Proposed work at the Pine Bend Refinery, located in Rosemount, would mainly consist of upgrading older technology, some of which dates back to the 1960s, a news release from the refinery's operator Flint Hills Resources says.
In all, it's expected to cost about $750 million. The news release has detailed projects proposals (such as a "new gas oil fractionator.")
Flint Hills says the new technology will reduce nitrogen oxide emissions, and lower the refinery's permitted emissions by 500 tons each year. Nitrogen oxide can cause or worsen respiratory issues, the EPA says, and when combined with "volatile organic compounds" creates ozone.
[Editor's note: The news release from Flint Hills Resources initially said the upgrades would reduce "nitrous oxide," a different type of emission. The company has since offered a correction, which is reflected in the paragraph above.]
The EPA says that in 2013, U.S. greenhouse gas emissions totaled 6,673 million metric tons – up 6 percent from 1990, but down 9 percent since 2005.

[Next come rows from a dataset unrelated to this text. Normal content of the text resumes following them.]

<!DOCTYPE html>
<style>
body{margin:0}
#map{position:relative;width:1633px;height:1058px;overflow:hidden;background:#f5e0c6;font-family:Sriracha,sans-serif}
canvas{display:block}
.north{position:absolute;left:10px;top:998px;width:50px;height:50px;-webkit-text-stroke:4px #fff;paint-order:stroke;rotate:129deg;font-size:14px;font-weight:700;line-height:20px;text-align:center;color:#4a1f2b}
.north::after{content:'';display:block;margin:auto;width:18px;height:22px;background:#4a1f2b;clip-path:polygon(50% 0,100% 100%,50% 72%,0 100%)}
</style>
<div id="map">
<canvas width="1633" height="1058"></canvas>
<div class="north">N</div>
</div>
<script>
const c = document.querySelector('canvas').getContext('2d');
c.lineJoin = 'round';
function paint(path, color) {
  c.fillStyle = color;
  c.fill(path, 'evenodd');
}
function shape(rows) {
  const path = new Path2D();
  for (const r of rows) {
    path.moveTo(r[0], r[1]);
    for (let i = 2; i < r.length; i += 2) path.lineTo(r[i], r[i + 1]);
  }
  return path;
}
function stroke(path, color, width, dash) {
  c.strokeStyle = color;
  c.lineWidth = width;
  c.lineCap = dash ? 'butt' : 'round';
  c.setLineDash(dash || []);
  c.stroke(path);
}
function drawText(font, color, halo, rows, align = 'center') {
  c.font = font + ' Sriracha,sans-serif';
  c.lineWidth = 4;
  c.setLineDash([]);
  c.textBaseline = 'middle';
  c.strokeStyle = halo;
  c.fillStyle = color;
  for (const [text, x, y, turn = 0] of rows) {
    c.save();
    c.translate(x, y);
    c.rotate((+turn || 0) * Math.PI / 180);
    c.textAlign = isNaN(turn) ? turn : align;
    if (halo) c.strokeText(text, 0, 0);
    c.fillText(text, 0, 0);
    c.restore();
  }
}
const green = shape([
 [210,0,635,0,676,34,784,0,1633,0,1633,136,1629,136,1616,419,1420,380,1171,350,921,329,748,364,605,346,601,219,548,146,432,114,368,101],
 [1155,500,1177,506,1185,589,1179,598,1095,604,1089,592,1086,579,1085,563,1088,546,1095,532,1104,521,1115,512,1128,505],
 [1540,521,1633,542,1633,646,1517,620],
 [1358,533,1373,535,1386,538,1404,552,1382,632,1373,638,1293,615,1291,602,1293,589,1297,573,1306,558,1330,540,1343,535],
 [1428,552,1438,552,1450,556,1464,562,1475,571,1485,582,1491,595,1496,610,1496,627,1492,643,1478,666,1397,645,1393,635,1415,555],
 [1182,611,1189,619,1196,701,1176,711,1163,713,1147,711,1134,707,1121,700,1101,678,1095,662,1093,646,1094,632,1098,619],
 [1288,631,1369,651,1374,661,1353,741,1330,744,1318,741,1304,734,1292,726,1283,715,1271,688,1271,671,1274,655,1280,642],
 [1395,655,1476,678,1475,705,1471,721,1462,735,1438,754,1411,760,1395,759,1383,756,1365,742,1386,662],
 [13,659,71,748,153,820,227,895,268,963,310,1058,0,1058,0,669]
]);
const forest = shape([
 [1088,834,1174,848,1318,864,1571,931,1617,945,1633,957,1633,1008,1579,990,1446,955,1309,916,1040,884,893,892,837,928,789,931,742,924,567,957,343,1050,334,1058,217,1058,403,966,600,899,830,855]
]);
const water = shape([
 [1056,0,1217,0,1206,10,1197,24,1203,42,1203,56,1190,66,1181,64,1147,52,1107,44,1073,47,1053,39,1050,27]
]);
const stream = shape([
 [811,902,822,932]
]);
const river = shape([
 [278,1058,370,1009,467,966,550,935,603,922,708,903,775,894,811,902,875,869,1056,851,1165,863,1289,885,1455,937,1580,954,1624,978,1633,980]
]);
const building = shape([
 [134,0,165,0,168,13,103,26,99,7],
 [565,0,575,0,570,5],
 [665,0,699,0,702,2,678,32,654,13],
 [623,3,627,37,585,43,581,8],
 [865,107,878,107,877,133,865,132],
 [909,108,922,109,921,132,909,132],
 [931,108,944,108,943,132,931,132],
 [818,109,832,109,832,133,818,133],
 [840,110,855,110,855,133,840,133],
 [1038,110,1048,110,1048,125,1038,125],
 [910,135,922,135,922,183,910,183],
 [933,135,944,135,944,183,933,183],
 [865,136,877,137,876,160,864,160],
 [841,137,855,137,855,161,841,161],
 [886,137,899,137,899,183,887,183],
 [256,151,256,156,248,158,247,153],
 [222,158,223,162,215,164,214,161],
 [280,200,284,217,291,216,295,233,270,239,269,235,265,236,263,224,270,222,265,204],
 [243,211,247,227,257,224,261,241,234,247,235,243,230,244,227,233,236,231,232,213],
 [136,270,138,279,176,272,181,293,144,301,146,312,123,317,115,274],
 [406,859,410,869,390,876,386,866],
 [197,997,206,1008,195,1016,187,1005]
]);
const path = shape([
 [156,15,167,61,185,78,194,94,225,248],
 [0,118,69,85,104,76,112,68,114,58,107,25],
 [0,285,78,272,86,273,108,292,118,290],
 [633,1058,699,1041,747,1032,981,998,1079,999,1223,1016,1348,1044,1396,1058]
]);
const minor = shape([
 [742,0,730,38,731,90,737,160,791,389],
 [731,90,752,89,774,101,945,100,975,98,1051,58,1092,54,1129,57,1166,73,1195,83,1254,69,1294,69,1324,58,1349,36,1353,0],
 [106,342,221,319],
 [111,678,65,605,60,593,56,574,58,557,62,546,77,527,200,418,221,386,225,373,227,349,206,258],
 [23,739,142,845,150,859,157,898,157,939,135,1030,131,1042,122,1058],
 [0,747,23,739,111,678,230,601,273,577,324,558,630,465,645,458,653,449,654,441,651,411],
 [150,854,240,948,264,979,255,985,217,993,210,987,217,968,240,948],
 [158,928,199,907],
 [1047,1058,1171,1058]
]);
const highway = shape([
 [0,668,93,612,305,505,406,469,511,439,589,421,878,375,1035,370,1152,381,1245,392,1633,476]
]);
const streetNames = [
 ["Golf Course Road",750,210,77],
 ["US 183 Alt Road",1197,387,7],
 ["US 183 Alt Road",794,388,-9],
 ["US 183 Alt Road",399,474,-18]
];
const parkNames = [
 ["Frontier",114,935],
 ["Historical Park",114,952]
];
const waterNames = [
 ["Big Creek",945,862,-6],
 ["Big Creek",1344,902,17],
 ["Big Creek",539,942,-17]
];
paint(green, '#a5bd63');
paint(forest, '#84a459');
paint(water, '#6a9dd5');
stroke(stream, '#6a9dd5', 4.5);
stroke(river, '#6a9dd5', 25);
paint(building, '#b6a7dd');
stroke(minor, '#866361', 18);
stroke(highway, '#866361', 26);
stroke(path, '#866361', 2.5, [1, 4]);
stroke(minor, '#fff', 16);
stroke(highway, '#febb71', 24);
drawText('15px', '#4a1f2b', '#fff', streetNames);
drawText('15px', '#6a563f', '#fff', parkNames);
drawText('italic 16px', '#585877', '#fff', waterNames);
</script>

At the same time, the upgrades will allow the Pine Bend refinery to churn out more diesel fuel and gasoline, according to the release.

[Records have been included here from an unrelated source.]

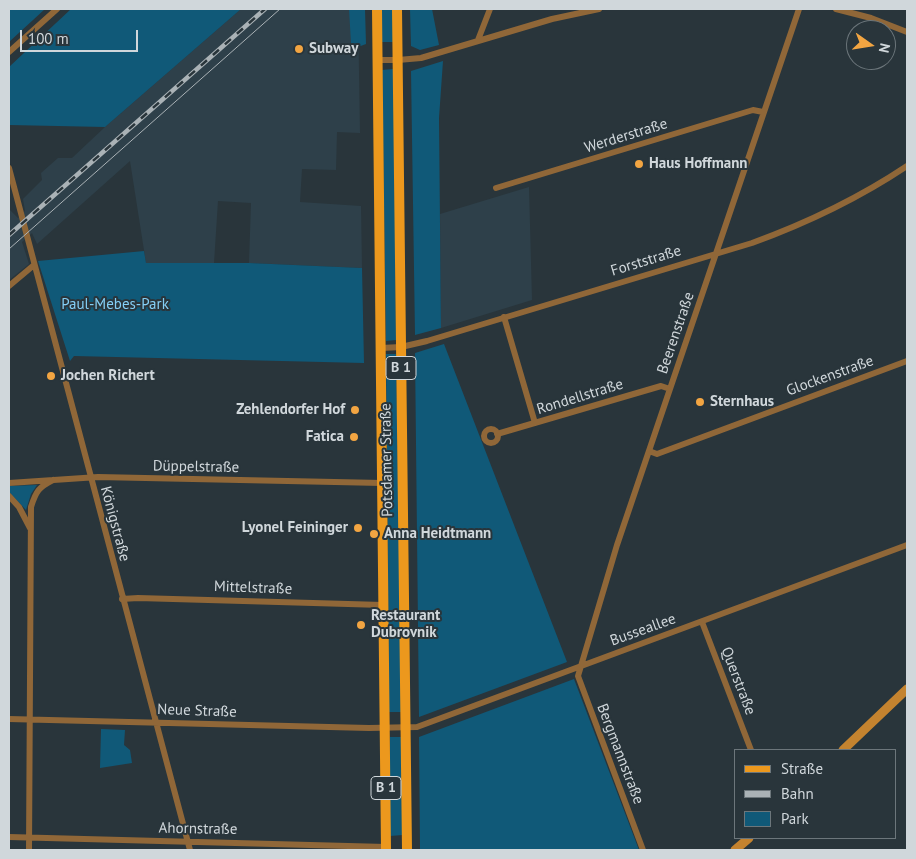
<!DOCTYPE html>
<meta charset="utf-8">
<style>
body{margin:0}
#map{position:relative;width:916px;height:859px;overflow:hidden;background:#29353b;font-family:"PT Sans",sans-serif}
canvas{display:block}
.frame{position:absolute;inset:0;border:10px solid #d0d7db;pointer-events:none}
.legend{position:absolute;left:734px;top:749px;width:162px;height:90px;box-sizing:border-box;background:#29353b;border:1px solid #6c767b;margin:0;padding:6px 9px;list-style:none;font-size:15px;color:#d0d7db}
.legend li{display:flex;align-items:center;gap:10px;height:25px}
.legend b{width:25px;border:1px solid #6c767b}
.north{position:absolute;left:846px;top:20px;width:50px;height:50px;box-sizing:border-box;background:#29353b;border:1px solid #6c767b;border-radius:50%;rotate:103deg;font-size:14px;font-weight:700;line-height:20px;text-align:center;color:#d0d7db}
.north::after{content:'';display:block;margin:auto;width:18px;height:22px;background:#f2a542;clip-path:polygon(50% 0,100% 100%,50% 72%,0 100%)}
.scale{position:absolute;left:20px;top:30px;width:118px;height:22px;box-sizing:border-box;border:2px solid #d0d7db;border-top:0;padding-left:6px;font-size:15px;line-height:18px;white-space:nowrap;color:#d0d7db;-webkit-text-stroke:4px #29353b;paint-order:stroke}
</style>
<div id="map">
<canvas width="916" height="859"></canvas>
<div class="frame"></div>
<ul class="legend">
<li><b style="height:6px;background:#ec981d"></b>Straße</li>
<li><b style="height:6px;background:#aab2b6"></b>Bahn</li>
<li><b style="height:14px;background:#105978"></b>Park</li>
</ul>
<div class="north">N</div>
<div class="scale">100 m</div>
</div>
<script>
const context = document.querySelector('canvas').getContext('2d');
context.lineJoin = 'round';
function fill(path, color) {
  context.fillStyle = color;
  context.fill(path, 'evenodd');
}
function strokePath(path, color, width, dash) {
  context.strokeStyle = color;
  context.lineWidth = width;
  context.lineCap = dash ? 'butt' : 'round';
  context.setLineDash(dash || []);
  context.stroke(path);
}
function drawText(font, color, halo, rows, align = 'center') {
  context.font = font + ' "PT Sans",sans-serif';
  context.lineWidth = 4;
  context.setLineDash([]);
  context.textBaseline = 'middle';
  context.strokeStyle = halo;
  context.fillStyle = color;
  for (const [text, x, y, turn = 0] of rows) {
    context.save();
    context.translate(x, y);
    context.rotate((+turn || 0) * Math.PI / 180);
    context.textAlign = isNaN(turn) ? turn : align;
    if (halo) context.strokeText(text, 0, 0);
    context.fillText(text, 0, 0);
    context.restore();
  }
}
const built = new Path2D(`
 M241,9H358L360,133L337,132L336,170L302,169L300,202L361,206L362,268L249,263L251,203L218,201L214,263H146L130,161L37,244L32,233L22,242L29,264L9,280V209L18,218L25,211L23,199L42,180L41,173L58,158H72L105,127Z
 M529,187L532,300L441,328L440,214Z`);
const green = new Path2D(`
 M9,9H45L9,42Z
 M71,9H241L105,127L9,125V67Z
 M349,9H365L366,44L358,47L351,43Z
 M381,9H393L394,42H381Z
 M410,9H432L439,45L420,50L411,46Z
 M443,61L439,118L441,328L415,335L411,71Z
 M393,69L394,70L396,340L386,341L382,70Z
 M144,251L146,263H249L362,268L364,363L74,356L70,361L38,261Z
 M444,344L567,662L419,717L415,353Z
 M386,354H396L402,712H389Z
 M37,485L31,494L26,510L9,492V486Z
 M574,679L639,850H420L419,737Z
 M101,729L125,730L124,745L130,750L132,763L100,768Z
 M390,737H401L403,835L390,836Z`);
const street = new Path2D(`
 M836,9L871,18L907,32
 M478,40L490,9
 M9,52L57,9
 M377,60H398L421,58L552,19L599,9
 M9,168L190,850
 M496,188L753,110L763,112
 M9,286L34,265
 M504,317L535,423
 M381,348L401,347L427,341L752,243C807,223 859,198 907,166
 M484 436a7 7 0 1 1 14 0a7 7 0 1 1-14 0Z
 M497,434L661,386L670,389
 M649,451L657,454L907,361
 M9,483L98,477L382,483
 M9,496L19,507L30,528
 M122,599L138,598L383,605
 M702,622L751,750
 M9,719L369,728L417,727L907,545
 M9,837L386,847
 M29,850L31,507C36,491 39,487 53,480
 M643,850L578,676L617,545L799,9`);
const secondary = new Path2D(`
 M843,750L907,689
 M735,850L749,838`);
const primary = new Path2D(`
 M377,9L386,850
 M397,9L407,850`);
const tram = new Path2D(`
 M9,249L280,9`);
const rail = new Path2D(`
 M9,235L265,9`);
const markers = [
 [299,49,5,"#f2a542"],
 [639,164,5,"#f2a542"],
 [51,376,5,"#f2a542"],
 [700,402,5,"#f2a542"],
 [355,410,5,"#f2a542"],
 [354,437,5,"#f2a542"],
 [358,528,5,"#f2a542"],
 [374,534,5,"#f2a542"],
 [361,625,5,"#f2a542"]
];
const shields = [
 [401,368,30],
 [386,788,30]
];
const shieldNames = [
 ["B 1",401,368],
 ["B 1",386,788]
];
const poiNames = [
 ["Subway",309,49],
 ["Haus Hoffmann",649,164],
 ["Jochen Richert",61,376],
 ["Sternhaus",710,402],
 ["Zehlendorfer Hof",345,410,"right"],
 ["Fatica",344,437,"right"],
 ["Lyonel Feininger",348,528,"right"],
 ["Anna Heidtmann",384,534],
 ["Restaurant",371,616],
 ["Dubrovnik",371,633]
];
const streetNames = [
 ["Werderstraße",626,136,-17],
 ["Forststraße",646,261,-17],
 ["Beerenstraße",676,333,-71],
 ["Glockenstraße",830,376,-20],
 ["Rondellstraße",580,397,-17],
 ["Potsdamer Straße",387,460,-91],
 ["Düppelstraße",196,467,1],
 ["Königstraße",115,524,75],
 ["Mittelstraße",253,588,2],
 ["Busseallee",643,630,-20],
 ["Querstraße",738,681,69],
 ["Neue Straße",197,711,2],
 ["Bergmannstraße",620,754,69],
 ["Ahornstraße",198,829,1]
];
const parkNames = [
 ["Paul-Mebes-Park",115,305]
];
fill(built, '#2e404a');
fill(green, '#105978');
strokePath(street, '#906738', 6);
strokePath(secondary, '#c4832f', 9);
strokePath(primary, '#ec981d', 10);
strokePath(tram, '#aab2b6', 1);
strokePath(rail, '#aab2b6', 4.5);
strokePath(rail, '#29353b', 2.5, [8]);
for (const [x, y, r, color] of markers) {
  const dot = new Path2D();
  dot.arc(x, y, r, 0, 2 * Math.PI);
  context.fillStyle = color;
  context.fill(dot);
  strokePath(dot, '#29353b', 2);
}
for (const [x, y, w] of shields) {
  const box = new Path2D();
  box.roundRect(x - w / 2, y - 11.5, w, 23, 4);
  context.fillStyle = '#29353b';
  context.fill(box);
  strokePath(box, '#d0d7db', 1);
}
drawText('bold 14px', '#d0d7db', null, shieldNames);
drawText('bold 15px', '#d0d7db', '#29353b', poiNames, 'left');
drawText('15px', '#d0d7db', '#29353b', streetNames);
drawText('15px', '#84cff6', '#29353b', parkNames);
</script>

"We are going to be able to make more of the transportation fuels the region depends on and do it more efficiently and reliably than we do today, without increasing permitted emissions," Geoff Glasrud, Flint Hills' vice president of operations and manufacturing manager, says in the news release.
Since 1997, the refinery has lessened emissions by nearly two-thirds, and its emissions per barrel are about 21 percent lower than the industry average, the company says.
The Pine Bend Refinery takes crude oil (which it gets from Canasda) and turns it into other products, such as gasoline, diesel, jet fuel, propane and butane, according to Flint Hills' website. The refinery supplies "much of the jet fuel" used at Minneapolis-St. Paul International Airport.
It was built in 1955, and was originally established as the Great Northern Oil Company, the refinery's website says.
Flint Hills also touts the economic benefits it says will come from the projects, including 4 million hours of work that will go to its "temporary contract workforce," which currently numbers about 1,500.